▶ Records for the exercise
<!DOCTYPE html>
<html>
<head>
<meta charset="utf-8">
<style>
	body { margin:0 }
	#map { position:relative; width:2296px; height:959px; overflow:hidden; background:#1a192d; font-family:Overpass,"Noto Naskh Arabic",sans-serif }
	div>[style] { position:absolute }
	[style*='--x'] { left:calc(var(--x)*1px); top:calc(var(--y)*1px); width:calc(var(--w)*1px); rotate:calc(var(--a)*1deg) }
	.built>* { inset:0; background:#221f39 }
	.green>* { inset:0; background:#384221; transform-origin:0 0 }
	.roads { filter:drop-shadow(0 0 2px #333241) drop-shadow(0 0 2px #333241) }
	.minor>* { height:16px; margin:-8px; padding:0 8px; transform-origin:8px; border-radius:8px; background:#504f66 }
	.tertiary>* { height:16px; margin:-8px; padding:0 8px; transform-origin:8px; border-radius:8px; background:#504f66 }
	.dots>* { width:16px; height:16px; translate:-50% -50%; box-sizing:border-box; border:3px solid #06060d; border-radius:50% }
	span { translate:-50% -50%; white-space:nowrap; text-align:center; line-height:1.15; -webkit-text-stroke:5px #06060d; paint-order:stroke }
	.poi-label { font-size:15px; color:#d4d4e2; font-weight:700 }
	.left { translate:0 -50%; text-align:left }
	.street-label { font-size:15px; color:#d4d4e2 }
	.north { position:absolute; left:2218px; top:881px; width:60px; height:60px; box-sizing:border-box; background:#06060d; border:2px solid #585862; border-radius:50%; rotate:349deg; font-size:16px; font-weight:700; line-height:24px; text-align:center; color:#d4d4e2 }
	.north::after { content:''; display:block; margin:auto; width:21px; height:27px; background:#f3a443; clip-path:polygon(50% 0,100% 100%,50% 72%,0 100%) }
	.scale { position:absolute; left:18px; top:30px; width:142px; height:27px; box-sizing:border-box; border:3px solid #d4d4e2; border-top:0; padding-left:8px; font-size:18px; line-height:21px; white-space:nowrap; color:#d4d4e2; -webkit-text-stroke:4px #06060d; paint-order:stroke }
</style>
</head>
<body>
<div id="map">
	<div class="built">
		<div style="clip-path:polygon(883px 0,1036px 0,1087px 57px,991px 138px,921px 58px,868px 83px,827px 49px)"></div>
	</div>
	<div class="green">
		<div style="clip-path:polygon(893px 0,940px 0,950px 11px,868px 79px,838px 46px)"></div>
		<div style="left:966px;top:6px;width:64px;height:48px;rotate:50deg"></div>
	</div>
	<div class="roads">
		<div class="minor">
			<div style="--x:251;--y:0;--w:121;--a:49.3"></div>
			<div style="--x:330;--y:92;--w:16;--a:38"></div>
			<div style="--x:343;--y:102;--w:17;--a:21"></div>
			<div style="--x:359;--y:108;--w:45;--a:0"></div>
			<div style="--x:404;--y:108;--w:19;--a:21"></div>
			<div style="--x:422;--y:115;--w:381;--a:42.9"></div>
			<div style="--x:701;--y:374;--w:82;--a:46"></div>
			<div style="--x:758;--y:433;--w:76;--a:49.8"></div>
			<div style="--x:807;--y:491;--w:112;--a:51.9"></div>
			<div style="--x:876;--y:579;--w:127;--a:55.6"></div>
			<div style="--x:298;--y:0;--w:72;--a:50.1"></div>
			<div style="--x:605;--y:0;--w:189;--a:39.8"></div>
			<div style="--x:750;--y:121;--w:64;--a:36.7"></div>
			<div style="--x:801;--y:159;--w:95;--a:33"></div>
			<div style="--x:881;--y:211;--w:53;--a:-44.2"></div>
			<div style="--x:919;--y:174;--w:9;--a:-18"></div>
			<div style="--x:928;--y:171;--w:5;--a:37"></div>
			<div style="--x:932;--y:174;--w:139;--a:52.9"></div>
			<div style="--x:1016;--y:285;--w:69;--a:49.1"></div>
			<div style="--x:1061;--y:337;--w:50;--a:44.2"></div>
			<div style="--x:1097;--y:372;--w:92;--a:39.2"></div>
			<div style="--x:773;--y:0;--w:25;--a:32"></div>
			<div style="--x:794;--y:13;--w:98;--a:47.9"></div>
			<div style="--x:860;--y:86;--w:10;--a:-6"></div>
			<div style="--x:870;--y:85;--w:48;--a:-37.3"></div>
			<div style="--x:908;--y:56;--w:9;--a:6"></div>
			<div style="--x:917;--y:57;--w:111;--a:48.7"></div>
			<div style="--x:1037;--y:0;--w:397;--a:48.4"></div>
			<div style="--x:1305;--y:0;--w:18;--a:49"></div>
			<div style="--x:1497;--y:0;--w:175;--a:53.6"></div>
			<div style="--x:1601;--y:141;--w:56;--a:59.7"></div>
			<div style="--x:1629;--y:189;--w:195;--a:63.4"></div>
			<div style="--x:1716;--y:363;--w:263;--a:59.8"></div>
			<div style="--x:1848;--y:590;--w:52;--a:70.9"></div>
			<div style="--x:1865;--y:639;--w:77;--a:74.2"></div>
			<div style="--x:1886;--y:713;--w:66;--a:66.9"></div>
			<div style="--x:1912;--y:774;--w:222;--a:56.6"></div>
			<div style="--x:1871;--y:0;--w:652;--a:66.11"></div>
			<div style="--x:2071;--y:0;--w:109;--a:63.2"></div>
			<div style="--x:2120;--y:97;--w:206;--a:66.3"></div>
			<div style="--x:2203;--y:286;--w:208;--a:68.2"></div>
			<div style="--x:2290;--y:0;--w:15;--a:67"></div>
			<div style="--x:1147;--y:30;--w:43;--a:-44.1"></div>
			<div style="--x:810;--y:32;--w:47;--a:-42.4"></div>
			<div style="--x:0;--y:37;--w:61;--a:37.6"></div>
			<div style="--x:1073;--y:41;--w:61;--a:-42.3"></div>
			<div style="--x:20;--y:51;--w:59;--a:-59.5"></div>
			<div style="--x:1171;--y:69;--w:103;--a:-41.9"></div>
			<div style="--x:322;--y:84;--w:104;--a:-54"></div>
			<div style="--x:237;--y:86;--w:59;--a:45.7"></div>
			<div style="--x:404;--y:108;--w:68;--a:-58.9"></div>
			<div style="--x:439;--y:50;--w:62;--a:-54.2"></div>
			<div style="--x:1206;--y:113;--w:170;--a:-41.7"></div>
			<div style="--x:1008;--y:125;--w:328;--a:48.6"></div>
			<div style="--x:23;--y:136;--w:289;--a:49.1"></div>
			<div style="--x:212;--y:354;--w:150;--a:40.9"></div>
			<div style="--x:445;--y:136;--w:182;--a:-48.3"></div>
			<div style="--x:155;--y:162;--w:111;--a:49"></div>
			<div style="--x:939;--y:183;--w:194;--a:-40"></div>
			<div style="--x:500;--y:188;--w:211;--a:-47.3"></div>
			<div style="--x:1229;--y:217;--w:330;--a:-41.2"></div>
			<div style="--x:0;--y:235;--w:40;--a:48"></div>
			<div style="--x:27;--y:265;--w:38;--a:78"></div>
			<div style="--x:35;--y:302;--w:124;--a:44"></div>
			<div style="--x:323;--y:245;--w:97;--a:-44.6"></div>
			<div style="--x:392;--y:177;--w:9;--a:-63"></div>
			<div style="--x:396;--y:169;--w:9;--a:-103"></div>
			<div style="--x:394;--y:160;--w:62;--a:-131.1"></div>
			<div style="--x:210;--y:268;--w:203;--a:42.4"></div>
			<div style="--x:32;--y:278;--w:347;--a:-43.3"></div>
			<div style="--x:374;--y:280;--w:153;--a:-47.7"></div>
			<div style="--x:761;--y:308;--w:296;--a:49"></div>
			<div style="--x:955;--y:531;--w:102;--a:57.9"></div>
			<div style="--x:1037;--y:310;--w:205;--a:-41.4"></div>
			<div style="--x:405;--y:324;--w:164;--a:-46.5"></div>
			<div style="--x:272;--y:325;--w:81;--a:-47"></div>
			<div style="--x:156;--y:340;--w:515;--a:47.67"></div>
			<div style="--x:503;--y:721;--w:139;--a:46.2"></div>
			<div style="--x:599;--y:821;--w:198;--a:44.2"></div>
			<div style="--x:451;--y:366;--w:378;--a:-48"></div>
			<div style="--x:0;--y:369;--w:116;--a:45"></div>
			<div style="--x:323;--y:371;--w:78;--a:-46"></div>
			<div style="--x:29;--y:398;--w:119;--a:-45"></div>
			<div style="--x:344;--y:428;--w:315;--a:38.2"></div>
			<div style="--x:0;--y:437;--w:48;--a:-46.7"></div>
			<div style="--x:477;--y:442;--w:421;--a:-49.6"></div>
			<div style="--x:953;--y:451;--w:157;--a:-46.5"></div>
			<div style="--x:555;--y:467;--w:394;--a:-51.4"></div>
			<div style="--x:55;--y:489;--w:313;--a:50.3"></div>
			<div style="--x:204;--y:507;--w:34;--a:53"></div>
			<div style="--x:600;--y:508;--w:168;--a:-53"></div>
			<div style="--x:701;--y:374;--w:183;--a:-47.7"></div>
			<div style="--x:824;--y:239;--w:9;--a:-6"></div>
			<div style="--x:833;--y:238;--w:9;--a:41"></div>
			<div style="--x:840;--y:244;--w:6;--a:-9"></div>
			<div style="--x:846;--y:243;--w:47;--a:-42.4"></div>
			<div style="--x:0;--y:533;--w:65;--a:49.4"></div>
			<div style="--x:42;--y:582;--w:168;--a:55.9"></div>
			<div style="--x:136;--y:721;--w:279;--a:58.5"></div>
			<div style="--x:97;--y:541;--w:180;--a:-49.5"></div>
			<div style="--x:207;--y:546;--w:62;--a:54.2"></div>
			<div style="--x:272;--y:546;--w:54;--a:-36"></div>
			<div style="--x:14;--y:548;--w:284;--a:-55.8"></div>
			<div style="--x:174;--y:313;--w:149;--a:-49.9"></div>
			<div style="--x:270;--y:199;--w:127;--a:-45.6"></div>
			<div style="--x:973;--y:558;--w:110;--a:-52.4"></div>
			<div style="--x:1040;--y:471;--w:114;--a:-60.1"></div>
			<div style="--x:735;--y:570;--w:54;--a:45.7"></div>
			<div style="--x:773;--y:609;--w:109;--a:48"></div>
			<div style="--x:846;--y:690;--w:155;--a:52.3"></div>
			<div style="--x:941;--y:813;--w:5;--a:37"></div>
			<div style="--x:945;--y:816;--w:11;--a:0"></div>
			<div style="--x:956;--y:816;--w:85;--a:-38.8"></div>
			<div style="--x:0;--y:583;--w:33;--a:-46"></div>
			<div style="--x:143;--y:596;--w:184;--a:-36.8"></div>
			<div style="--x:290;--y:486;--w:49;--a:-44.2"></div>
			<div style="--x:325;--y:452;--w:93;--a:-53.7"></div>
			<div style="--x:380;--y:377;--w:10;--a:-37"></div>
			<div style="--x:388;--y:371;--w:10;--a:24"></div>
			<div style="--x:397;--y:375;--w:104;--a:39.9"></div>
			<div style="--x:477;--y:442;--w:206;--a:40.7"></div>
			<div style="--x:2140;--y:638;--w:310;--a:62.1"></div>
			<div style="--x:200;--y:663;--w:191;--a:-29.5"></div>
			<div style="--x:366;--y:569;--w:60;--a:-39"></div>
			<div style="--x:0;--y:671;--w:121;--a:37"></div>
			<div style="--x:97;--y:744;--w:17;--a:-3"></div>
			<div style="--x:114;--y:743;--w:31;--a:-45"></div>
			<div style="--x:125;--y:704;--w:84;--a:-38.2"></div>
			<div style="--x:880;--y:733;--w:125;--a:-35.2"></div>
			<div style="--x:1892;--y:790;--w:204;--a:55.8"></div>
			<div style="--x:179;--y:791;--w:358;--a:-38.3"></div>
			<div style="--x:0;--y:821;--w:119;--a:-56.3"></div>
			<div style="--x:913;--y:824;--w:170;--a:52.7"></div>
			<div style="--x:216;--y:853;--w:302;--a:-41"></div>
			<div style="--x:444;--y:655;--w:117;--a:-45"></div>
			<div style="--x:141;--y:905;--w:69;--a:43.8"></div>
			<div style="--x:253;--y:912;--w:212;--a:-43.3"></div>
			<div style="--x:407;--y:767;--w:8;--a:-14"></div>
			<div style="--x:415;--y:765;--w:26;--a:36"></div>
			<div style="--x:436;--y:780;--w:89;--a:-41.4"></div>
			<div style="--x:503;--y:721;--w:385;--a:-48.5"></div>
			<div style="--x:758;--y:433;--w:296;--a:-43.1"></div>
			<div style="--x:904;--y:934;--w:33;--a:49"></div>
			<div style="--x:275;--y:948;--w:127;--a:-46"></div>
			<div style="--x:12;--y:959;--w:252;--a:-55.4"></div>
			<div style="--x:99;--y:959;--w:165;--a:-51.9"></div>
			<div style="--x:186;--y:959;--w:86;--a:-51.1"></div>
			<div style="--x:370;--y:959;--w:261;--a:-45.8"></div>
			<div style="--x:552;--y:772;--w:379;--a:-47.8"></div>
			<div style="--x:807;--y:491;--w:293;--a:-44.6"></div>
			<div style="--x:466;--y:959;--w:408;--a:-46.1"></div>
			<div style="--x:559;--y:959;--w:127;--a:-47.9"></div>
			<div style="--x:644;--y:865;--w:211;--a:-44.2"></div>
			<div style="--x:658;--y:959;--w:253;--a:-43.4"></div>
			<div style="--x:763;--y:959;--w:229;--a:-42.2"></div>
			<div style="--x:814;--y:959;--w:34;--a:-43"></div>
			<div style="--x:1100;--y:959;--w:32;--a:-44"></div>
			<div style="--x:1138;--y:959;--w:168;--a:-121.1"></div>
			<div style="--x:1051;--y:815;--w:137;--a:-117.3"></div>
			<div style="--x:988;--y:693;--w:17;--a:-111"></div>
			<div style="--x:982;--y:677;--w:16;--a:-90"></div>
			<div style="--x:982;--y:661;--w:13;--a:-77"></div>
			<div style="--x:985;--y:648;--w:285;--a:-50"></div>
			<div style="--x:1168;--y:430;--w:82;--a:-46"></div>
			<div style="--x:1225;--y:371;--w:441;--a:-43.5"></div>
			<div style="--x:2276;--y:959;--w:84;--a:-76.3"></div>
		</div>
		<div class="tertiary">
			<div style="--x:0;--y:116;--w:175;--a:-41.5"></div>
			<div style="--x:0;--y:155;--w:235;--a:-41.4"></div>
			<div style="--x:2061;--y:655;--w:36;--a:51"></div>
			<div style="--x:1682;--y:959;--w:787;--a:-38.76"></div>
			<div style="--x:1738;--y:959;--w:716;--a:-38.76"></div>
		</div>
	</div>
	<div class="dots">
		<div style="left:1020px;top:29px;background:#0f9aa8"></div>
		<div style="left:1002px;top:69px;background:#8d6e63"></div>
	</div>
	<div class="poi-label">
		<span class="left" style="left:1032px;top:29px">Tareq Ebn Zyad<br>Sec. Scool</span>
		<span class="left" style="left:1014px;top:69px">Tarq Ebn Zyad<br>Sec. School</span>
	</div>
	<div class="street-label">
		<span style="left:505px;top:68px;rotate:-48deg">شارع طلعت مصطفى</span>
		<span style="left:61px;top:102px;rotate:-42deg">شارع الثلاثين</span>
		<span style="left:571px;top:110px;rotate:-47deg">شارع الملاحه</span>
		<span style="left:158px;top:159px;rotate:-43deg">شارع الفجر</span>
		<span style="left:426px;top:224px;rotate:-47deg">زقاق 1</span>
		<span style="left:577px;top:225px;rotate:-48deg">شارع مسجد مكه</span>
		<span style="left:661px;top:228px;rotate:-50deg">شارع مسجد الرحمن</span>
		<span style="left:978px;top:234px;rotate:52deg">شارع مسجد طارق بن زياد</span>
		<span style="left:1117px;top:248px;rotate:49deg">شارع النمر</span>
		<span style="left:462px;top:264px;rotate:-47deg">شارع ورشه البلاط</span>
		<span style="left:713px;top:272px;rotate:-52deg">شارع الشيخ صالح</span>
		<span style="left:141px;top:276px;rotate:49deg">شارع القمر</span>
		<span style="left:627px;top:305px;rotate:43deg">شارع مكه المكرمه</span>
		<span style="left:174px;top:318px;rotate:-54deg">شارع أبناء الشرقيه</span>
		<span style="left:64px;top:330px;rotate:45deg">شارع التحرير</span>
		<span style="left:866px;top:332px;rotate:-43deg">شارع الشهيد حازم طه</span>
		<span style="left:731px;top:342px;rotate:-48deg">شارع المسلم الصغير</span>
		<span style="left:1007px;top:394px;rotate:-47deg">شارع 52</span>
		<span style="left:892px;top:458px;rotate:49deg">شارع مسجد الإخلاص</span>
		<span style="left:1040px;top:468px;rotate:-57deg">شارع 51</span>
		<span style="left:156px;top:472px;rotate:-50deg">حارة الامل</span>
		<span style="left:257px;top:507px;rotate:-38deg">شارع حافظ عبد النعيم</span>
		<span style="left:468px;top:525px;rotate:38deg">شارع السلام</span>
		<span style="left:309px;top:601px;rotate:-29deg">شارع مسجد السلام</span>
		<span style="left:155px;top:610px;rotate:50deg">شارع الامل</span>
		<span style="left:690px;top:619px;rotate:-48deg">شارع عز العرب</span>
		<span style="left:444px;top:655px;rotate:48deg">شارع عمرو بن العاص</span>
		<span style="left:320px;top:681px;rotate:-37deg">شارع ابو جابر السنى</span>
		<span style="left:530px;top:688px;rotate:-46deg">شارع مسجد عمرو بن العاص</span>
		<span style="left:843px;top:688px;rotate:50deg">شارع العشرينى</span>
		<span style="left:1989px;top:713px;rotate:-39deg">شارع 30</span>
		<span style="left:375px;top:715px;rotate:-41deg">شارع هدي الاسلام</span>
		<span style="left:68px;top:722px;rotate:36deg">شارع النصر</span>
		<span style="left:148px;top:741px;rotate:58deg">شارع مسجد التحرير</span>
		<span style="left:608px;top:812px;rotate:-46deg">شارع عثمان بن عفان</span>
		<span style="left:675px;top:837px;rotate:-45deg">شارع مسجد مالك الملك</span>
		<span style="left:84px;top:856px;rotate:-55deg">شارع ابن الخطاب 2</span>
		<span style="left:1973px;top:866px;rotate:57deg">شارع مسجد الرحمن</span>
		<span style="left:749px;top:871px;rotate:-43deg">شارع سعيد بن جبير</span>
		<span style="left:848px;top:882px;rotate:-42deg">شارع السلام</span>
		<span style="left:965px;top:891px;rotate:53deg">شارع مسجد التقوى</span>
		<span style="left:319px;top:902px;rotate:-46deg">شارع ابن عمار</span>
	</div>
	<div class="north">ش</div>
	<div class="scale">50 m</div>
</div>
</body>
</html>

▶ Task requirements
Bring together each line above where the string "inset" turns up.

▶ Your solution
	.built>* { inset:0; background:#221f39 }
	.green>* { inset:0; background:#384221; transform-origin:0 0 }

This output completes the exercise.